Posted at 7:19 AM, Aug 29, 2016
and last updated 2016-08-29 21:18:39-04

SAN DIEGO - The former girlfriend of a man accused of breaking into her Bankers Hill apartment and shooting at police during a five-hour standoff testified Monday that she thought he was having a mental breakdown when he texted and called her about 90 times last Halloween night.

Ashley Davies, testifying at a preliminary hearing for 34-year-old Titus Colbert, said she hadn't seen him in weeks when he started calling that night.

After about 30 calls that she did not pick up, Davies said she answered because "it seemed urgent." Colbert told Davies he could see her, even though he was in Las Vegas, which she called "alarming."

Two days later, Colbert showed up at Davies' apartment building as she was leaving, but he left after she told him somebody would call the police if he caused a scene, the witness testified.

"He seemed distressed, like something was wrong," she said.

Davies said she stayed at her sister's house in Eastlake the next two nights, and Colbert continued to text her with messages about "dead presidents" and "time traveling."

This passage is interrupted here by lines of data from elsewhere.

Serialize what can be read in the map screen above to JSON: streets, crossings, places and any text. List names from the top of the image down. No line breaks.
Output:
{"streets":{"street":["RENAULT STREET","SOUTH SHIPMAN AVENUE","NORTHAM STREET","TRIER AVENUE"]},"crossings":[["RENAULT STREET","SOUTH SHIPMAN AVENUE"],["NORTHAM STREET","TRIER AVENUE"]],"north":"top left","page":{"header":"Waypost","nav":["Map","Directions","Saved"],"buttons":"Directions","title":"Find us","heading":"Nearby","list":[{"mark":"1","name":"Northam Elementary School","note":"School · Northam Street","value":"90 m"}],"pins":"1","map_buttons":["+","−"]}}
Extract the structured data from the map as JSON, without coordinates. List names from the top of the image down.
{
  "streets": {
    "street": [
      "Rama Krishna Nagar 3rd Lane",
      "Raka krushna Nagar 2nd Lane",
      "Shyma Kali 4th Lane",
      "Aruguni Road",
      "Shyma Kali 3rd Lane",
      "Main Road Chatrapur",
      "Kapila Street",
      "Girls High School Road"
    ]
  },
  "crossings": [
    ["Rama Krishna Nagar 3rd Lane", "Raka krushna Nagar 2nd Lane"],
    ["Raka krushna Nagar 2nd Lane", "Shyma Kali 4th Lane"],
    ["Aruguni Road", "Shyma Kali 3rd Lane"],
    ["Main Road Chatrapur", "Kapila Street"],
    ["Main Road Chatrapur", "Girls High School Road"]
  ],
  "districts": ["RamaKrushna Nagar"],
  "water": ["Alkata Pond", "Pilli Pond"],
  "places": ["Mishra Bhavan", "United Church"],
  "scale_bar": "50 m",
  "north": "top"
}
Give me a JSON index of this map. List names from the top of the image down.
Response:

"It didn't make any sense," Davies testified. "He was relentless on trying to see me."

Davies said she drove to her apartment the morning of Nov. 4.

"I got the impression that he (Colbert) would force entry into my house if he needed to," the woman testified.

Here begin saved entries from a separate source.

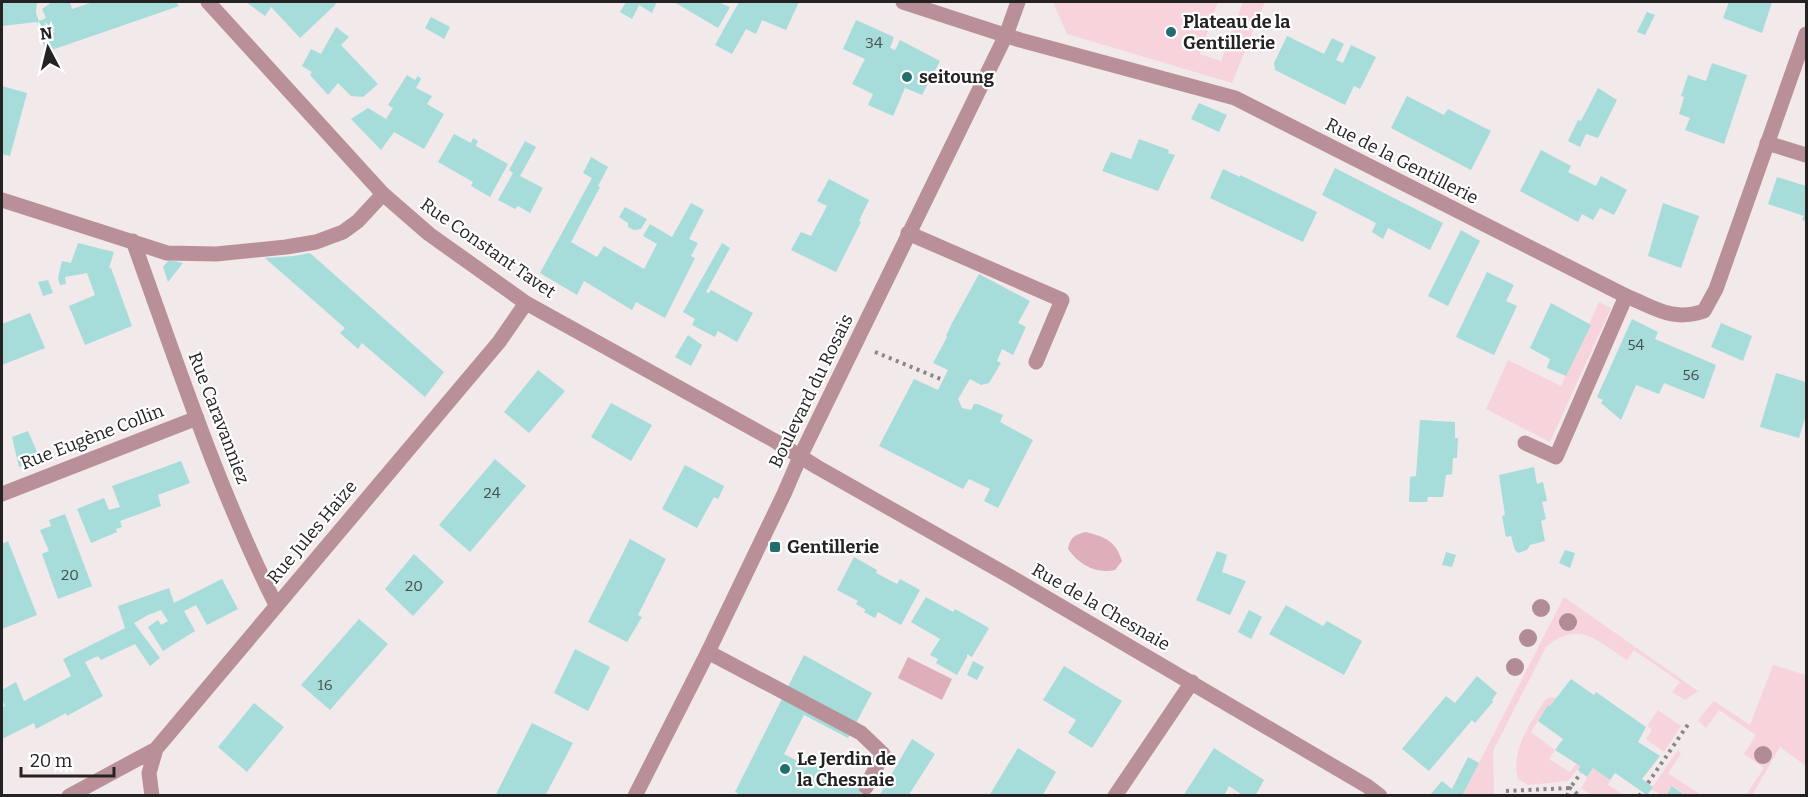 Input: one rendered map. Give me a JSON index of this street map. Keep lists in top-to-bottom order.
{
  "streets": {
    "street": [
      "Rue de la Gentillerie",
      "Rue Constant Tavet",
      "Boulevard du Rosais",
      "Rue Caravanniez",
      "Rue Eugène Collin",
      "Rue Jules Haize",
      "Rue de la Chesnaie"
    ]
  },
  "crossings": [
    ["Rue de la Gentillerie", "Boulevard du Rosais"],
    ["Rue Constant Tavet", "Boulevard du Rosais"],
    ["Rue Constant Tavet", "Rue Jules Haize"],
    ["Rue Constant Tavet", "Rue de la Chesnaie"],
    ["Boulevard du Rosais", "Rue de la Chesnaie"],
    ["Rue Caravanniez", "Rue Eugène Collin"],
    ["Rue Caravanniez", "Rue Jules Haize"]
  ],
  "places": {
    "other": ["Plateau de la Gentillerie", "seitoung", "Le Jerdin de la Chesnaie"],
    "transit": ["Gentillerie"]
  },
  "house_numbers": [
    "34",
    "54",
    "56",
    "24",
    "20",
    "20",
    "16"
  ],
  "scale_bar": "20 m",
  "north": "top"
}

Davies said she told Colbert that she had texted his mother and he responded, "You going to act ugly. It going to get ugly."

At that point, Davies told Colbert she had called the police. She testified that she and Colbert had a history of a domestic violence during their on-and-off relationship.

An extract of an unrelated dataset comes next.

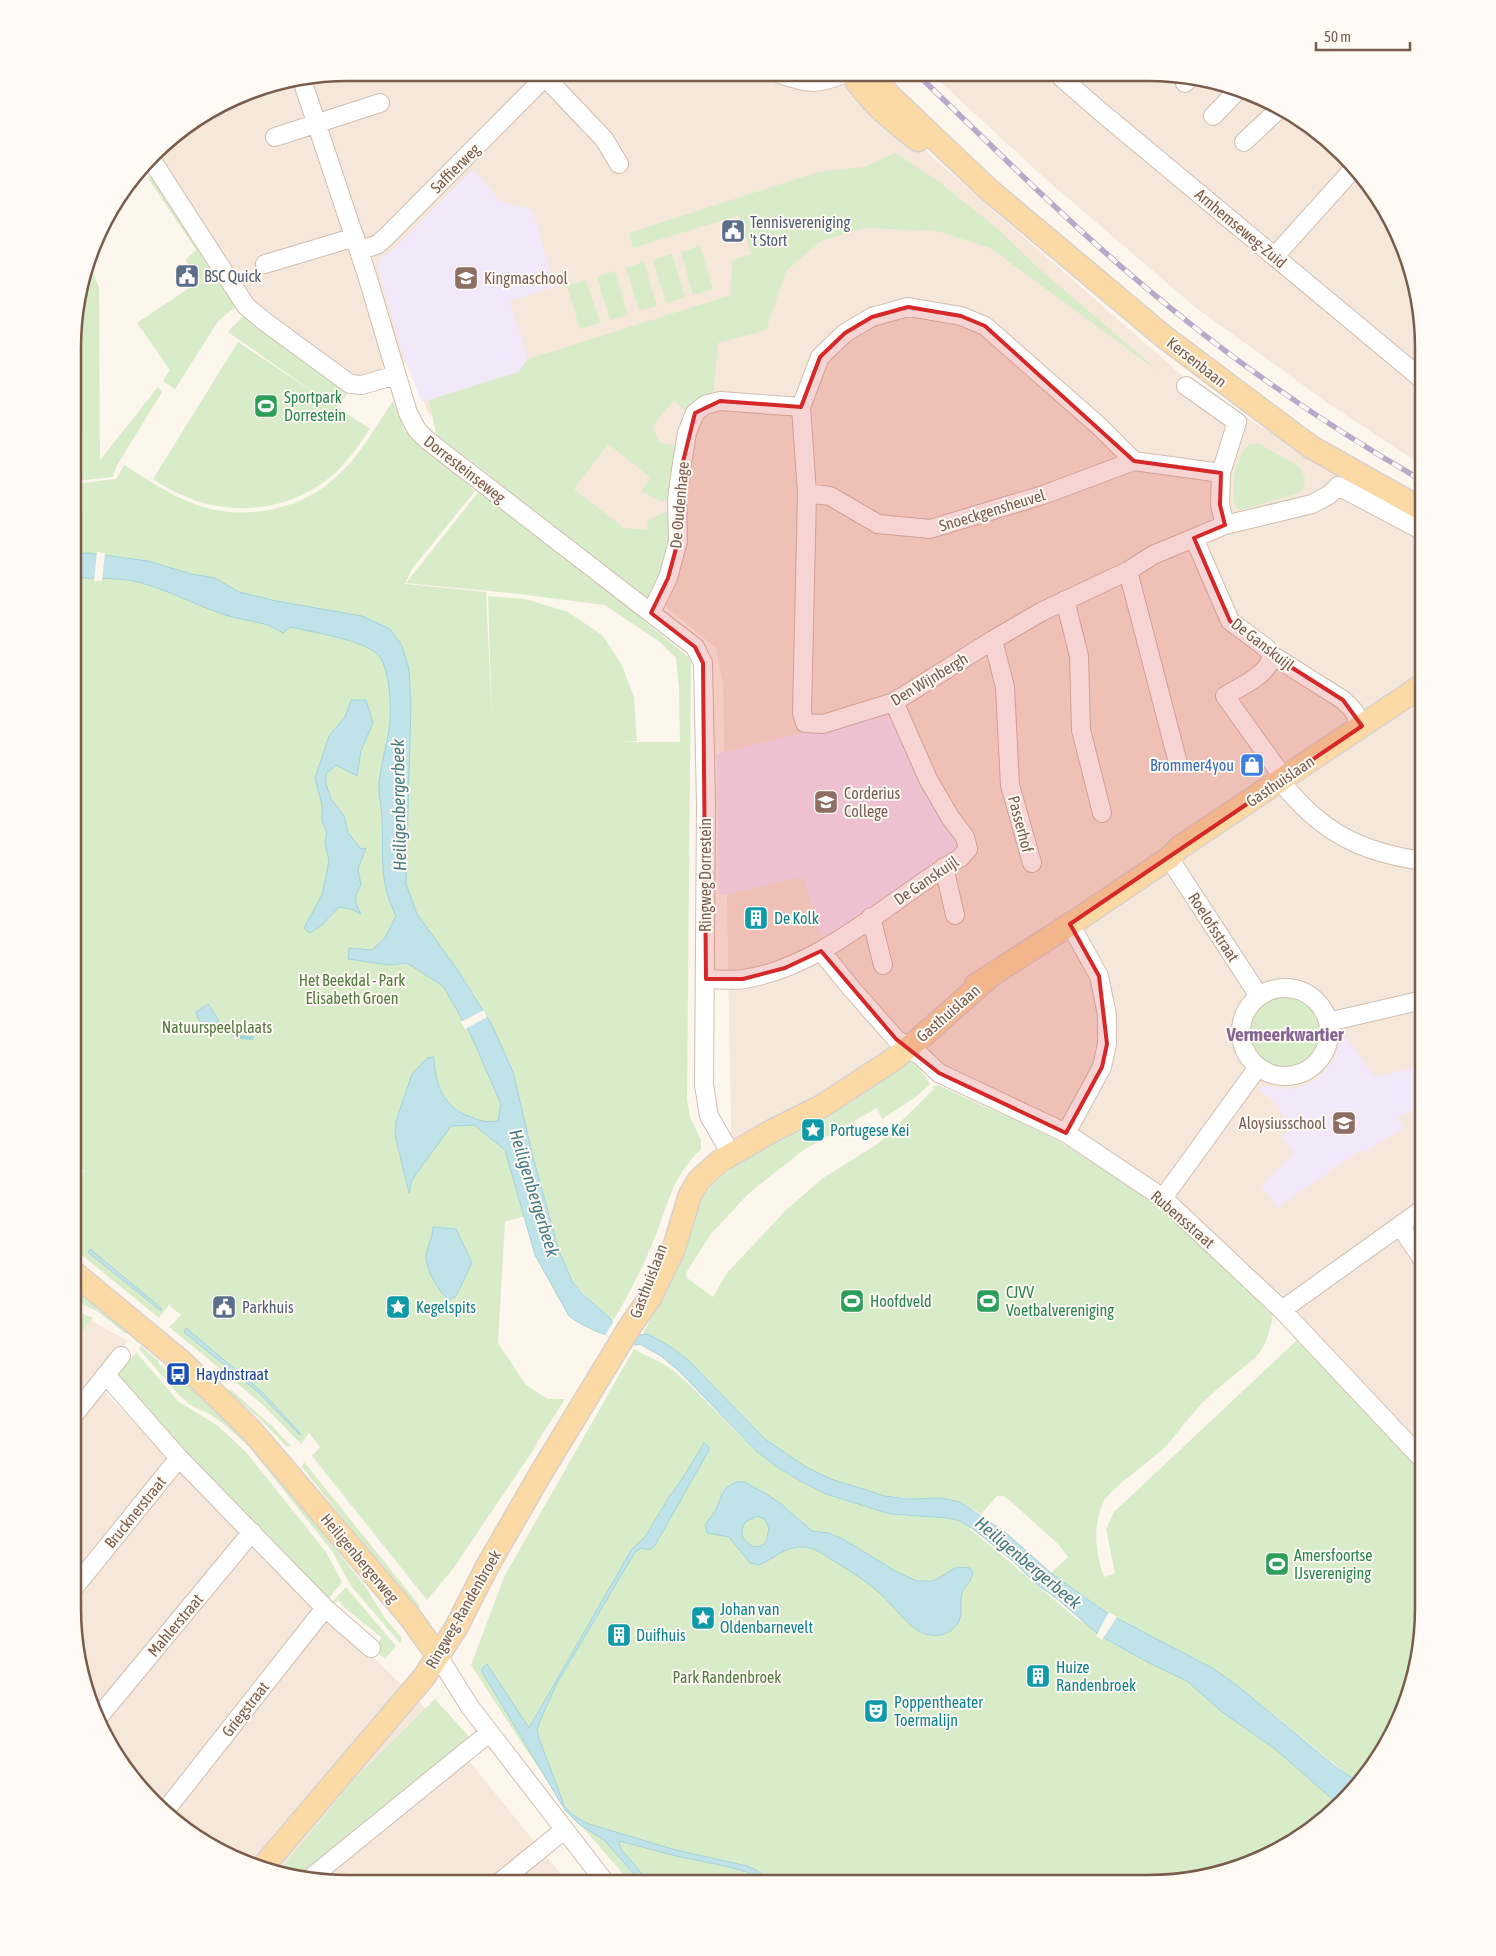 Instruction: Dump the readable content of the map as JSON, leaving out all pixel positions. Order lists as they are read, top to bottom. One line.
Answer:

She said Colbert was a documented gang member and that she was worried he might come to her place with a weapon.

Davies said she called 911 about 9 a.m. and drove to the front of her apartment building. As she was talking with officers, she heard gunfire.

"I remember getting in my car and driving away," she testified. "It was like being in a movie."

When officers checked a rear bedroom of the sixth-floor apartment, Colbert allegedly fired at them from the bedroom, narrowly missing them. One of the officers, Carlos Estrada, returned fire while other patrolmen retreated and called for backup.

During the standoff, Colbert also allegedly fired multiple rounds at two SWAT officers. One of them, eight-year SDPD veteran Matthew Hone, returned fire.

Prior to surrendering, the uninjured defendant disposed of a revolver and a rifle, dropping them to a courtyard below, according to Deputy District Attorney Michael Runyon. A subsequent search of the residence turned up another rifle, and 17 shell casings were recovered inside the apartment, the prosecutor said.

The emergency prompted evacuations, several school lockdowns, road closures and suspensions of incoming flights at nearby Lindbergh Field.

The preliminary hearing resumes Tuesday. At its conclusion, Judge Frederic Link will decide whether enough evidence was presented for Colbert to stand trial on charges of premeditated attempted murder of a peace officer and possession of a firearm by a convicted felon.

Colbert faces 105 years to life in prison if convicted.